» **Collected data**
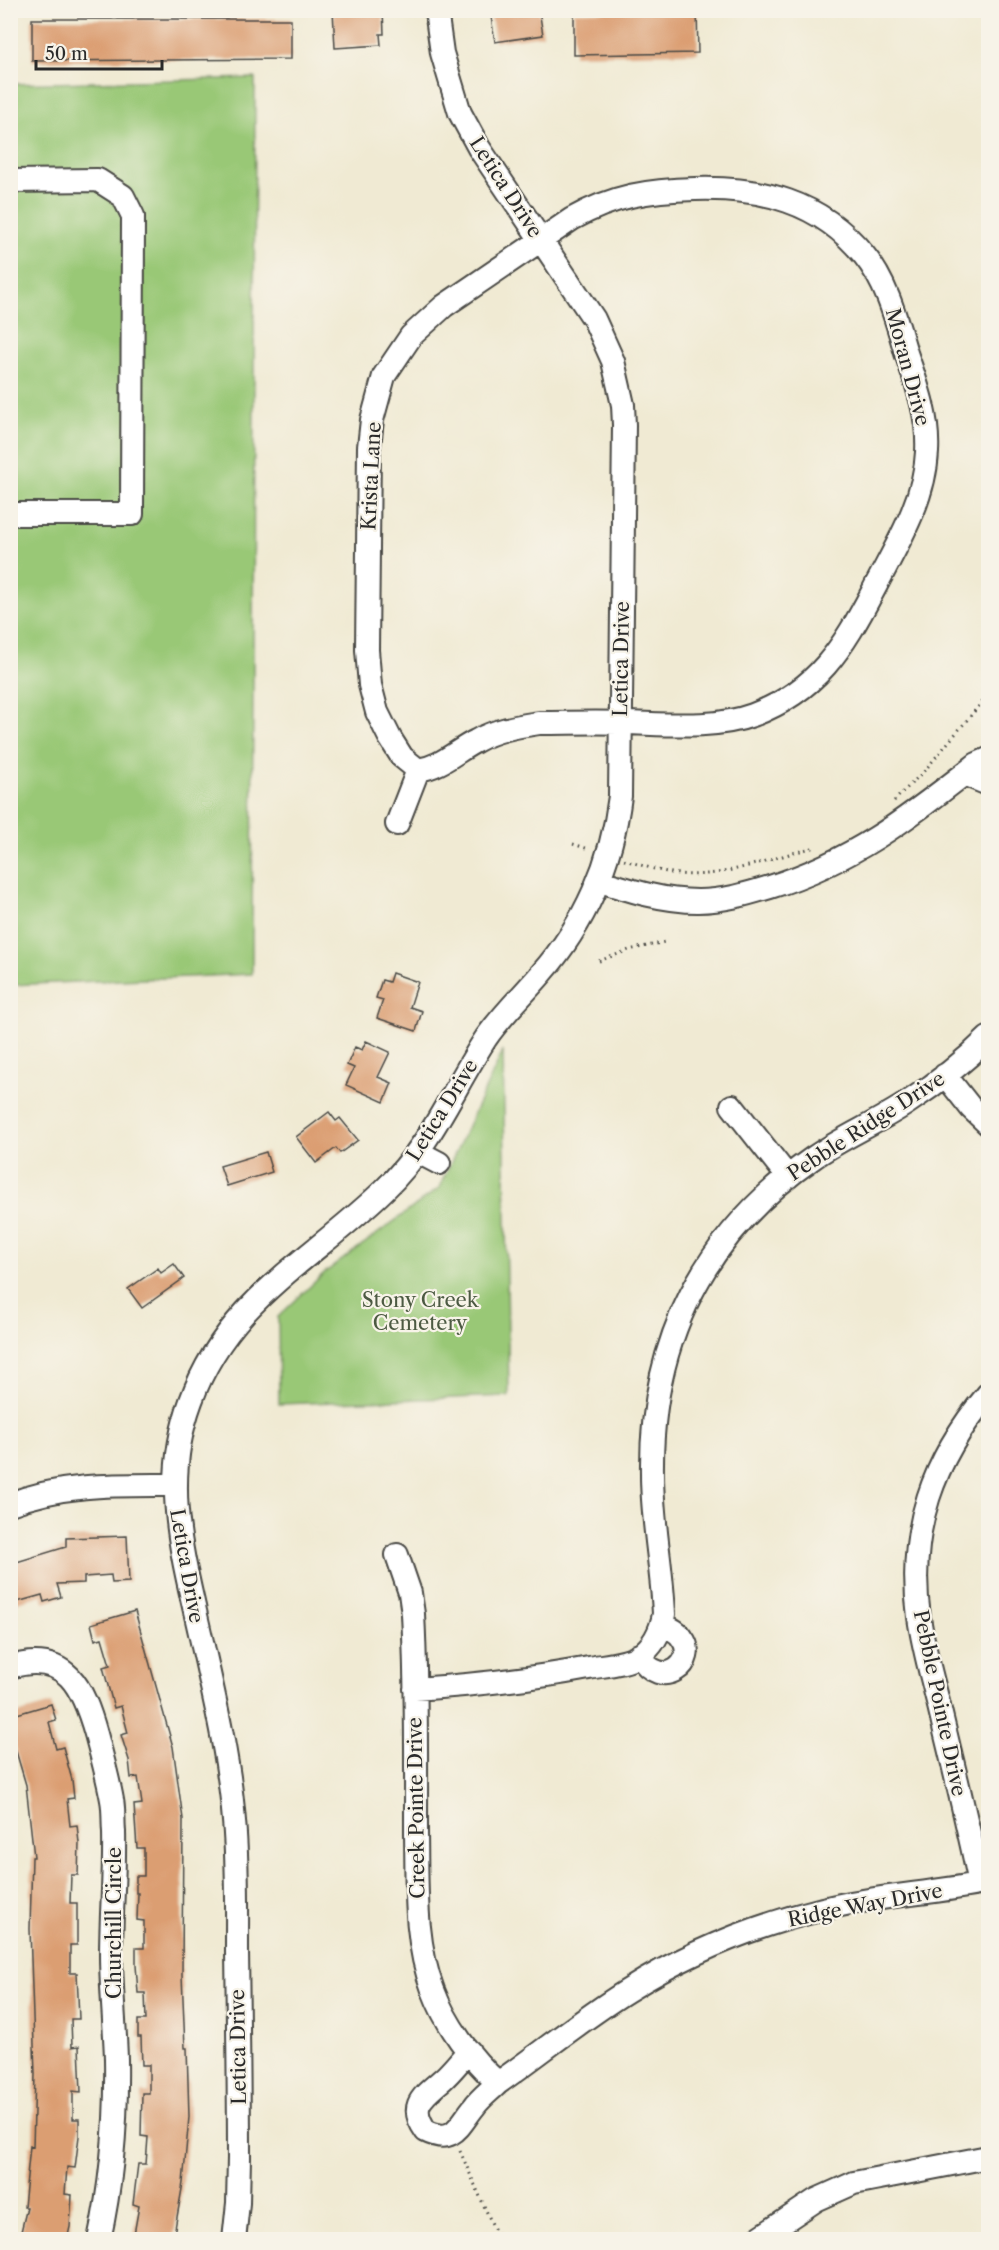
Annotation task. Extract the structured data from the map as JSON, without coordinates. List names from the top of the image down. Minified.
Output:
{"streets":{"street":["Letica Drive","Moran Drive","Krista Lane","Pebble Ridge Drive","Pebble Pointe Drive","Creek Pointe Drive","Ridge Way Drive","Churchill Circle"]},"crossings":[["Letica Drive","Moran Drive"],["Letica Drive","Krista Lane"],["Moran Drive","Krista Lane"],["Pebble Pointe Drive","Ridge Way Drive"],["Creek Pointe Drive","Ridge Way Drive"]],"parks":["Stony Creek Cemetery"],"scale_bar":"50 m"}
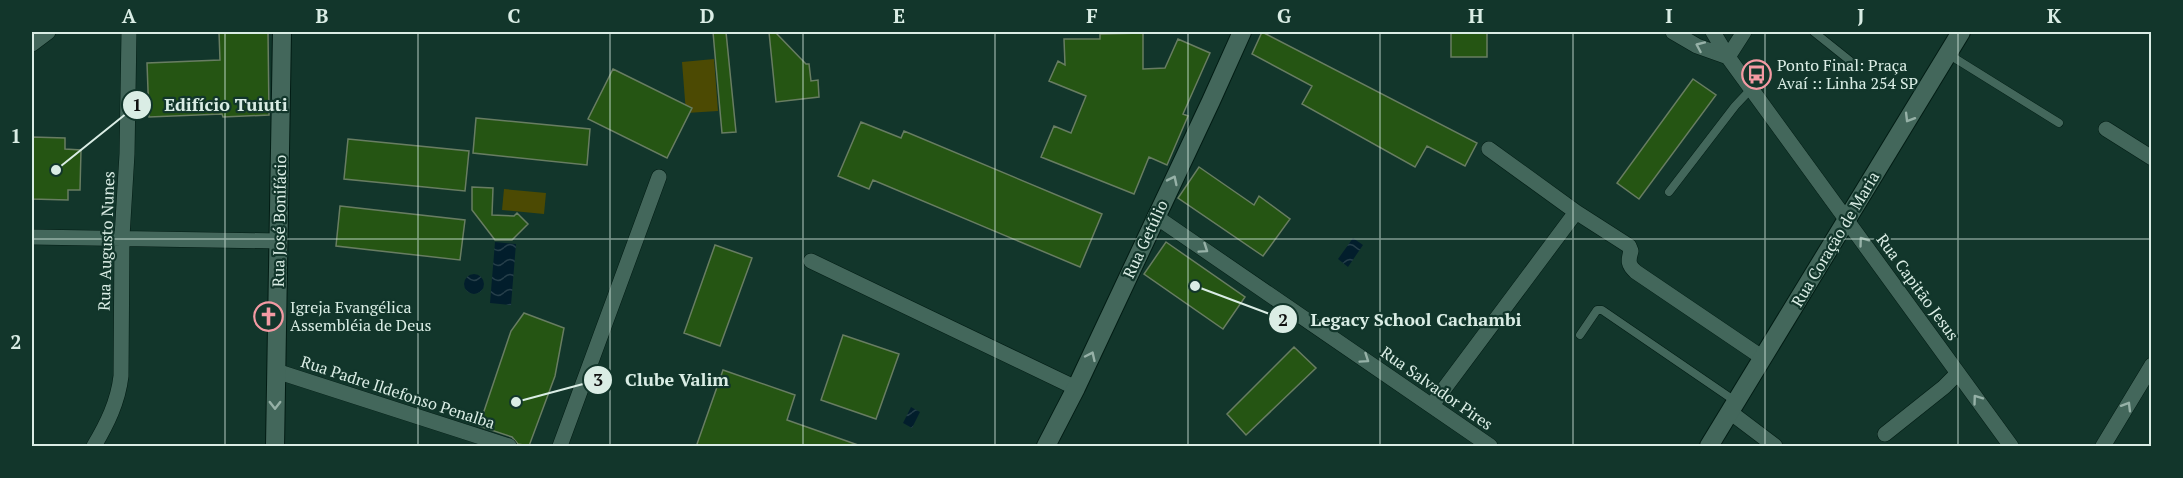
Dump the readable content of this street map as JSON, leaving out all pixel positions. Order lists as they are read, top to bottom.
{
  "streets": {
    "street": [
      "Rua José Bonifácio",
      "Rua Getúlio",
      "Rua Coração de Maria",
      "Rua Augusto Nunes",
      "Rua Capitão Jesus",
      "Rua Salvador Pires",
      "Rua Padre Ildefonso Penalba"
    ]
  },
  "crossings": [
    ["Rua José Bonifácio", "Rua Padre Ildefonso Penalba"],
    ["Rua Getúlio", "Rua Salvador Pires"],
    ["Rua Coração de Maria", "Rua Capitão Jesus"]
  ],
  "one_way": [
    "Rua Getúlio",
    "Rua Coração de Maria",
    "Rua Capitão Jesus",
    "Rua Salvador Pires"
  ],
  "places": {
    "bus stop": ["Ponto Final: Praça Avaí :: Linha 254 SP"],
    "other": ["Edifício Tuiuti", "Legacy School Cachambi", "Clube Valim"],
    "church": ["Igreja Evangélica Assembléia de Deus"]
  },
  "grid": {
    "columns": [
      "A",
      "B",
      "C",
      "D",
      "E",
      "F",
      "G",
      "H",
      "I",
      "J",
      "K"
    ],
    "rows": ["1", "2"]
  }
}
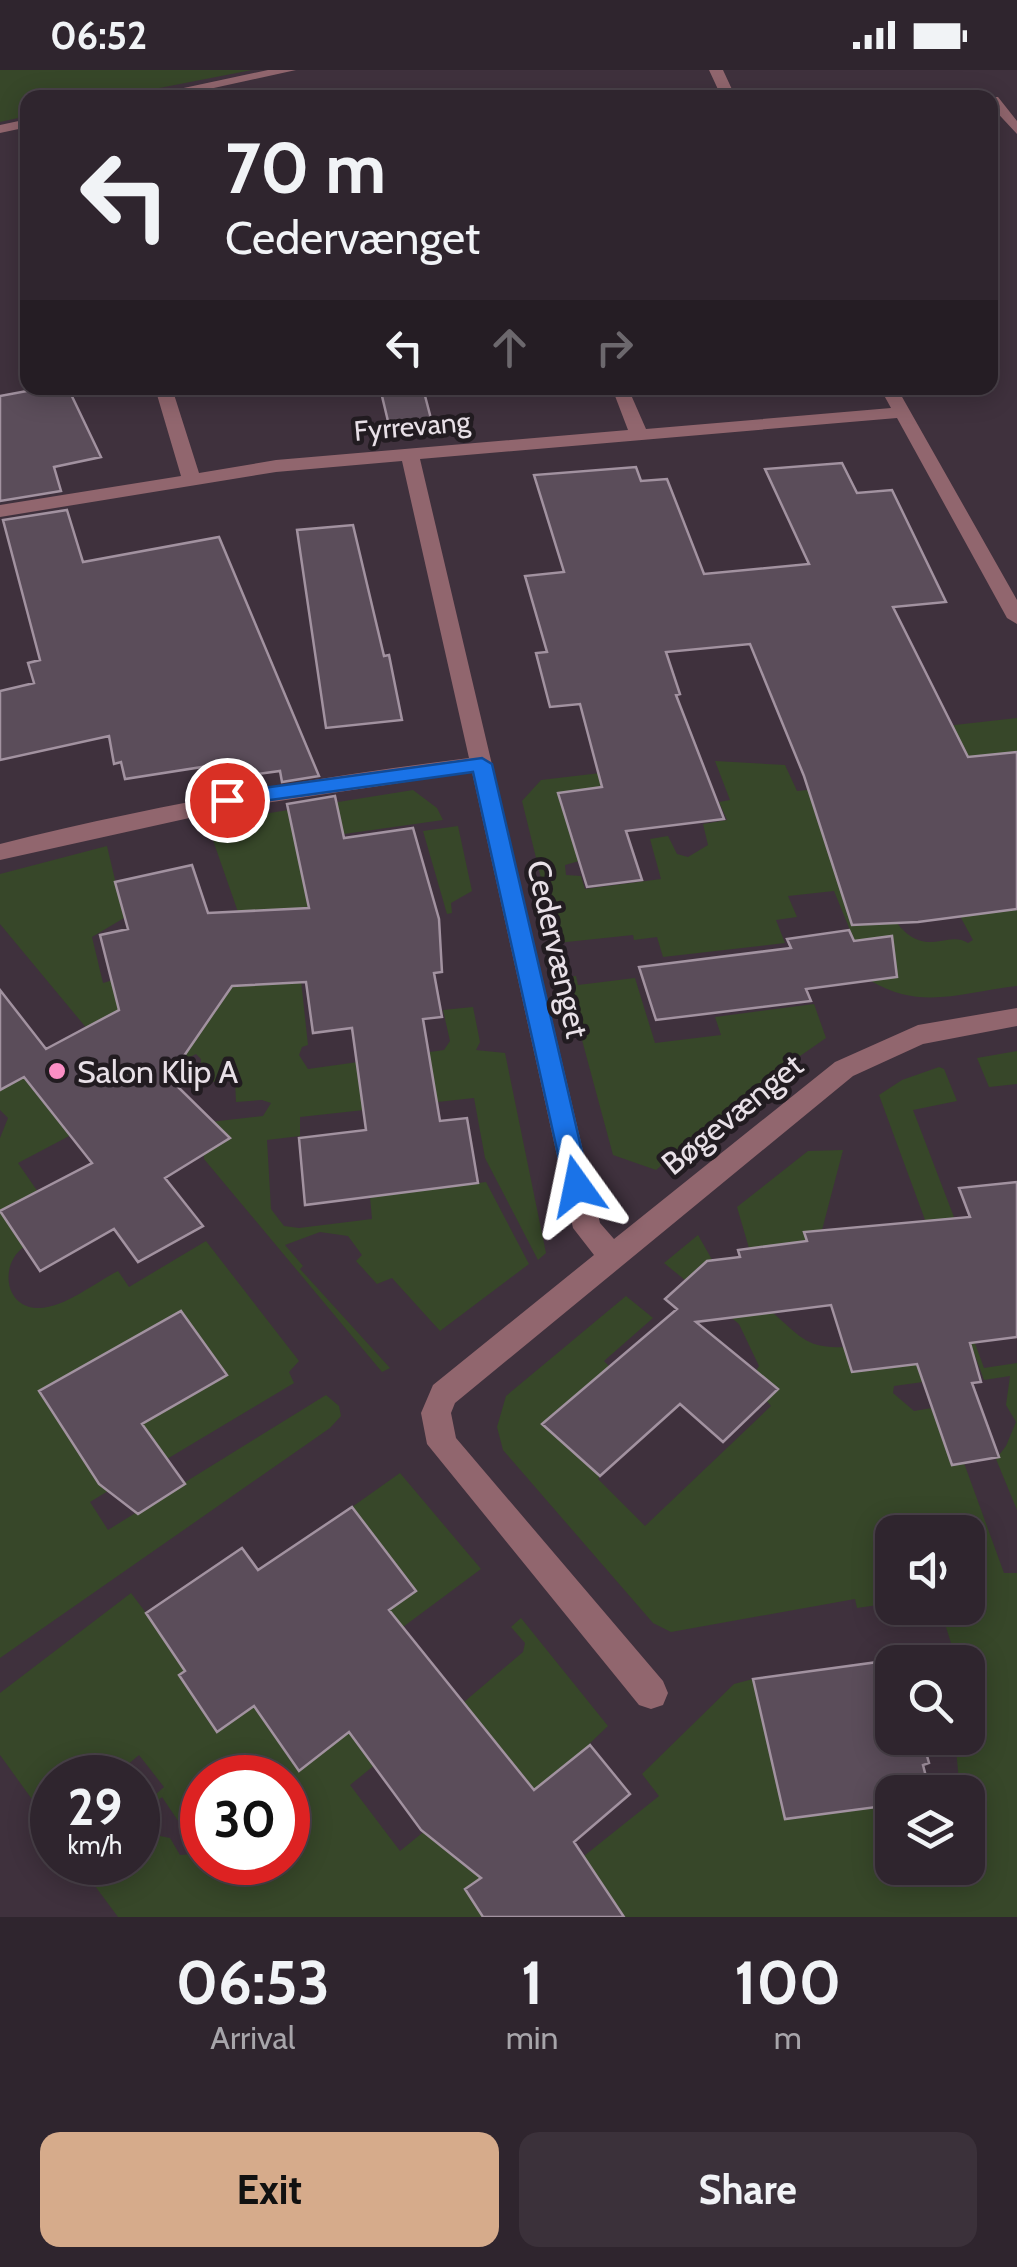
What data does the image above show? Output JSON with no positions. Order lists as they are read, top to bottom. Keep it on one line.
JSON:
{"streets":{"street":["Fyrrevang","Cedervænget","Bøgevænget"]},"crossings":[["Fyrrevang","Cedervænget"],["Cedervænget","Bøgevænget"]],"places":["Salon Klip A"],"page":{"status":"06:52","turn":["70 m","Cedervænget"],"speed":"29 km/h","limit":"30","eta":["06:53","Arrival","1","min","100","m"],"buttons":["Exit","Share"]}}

» **Exercise**
Exact reproduction of the entries above is what's needed; images stay out.

» **Result of this exercise**
Annotation task. Extract the structured data from the map as JSON, without coordinates. List names from the top of the image down. Minified.
Output:
{"streets":{"street":["Letica Drive","Moran Drive","Krista Lane","Pebble Ridge Drive","Pebble Pointe Drive","Creek Pointe Drive","Ridge Way Drive","Churchill Circle"]},"crossings":[["Letica Drive","Moran Drive"],["Letica Drive","Krista Lane"],["Moran Drive","Krista Lane"],["Pebble Pointe Drive","Ridge Way Drive"],["Creek Pointe Drive","Ridge Way Drive"]],"parks":["Stony Creek Cemetery"],"scale_bar":"50 m"}
Dump the readable content of this street map as JSON, leaving out all pixel positions. Order lists as they are read, top to bottom.
{
  "streets": {
    "street": [
      "Rua José Bonifácio",
      "Rua Getúlio",
      "Rua Coração de Maria",
      "Rua Augusto Nunes",
      "Rua Capitão Jesus",
      "Rua Salvador Pires",
      "Rua Padre Ildefonso Penalba"
    ]
  },
  "crossings": [
    ["Rua José Bonifácio", "Rua Padre Ildefonso Penalba"],
    ["Rua Getúlio", "Rua Salvador Pires"],
    ["Rua Coração de Maria", "Rua Capitão Jesus"]
  ],
  "one_way": [
    "Rua Getúlio",
    "Rua Coração de Maria",
    "Rua Capitão Jesus",
    "Rua Salvador Pires"
  ],
  "places": {
    "bus stop": ["Ponto Final: Praça Avaí :: Linha 254 SP"],
    "other": ["Edifício Tuiuti", "Legacy School Cachambi", "Clube Valim"],
    "church": ["Igreja Evangélica Assembléia de Deus"]
  },
  "grid": {
    "columns": [
      "A",
      "B",
      "C",
      "D",
      "E",
      "F",
      "G",
      "H",
      "I",
      "J",
      "K"
    ],
    "rows": ["1", "2"]
  }
}
What data does the image above show? Output JSON with no positions. Order lists as they are read, top to bottom. Keep it on one line.
JSON:
{"streets":{"street":["Fyrrevang","Cedervænget","Bøgevænget"]},"crossings":[["Fyrrevang","Cedervænget"],["Cedervænget","Bøgevænget"]],"places":["Salon Klip A"],"page":{"status":"06:52","turn":["70 m","Cedervænget"],"speed":"29 km/h","limit":"30","eta":["06:53","Arrival","1","min","100","m"],"buttons":["Exit","Share"]}}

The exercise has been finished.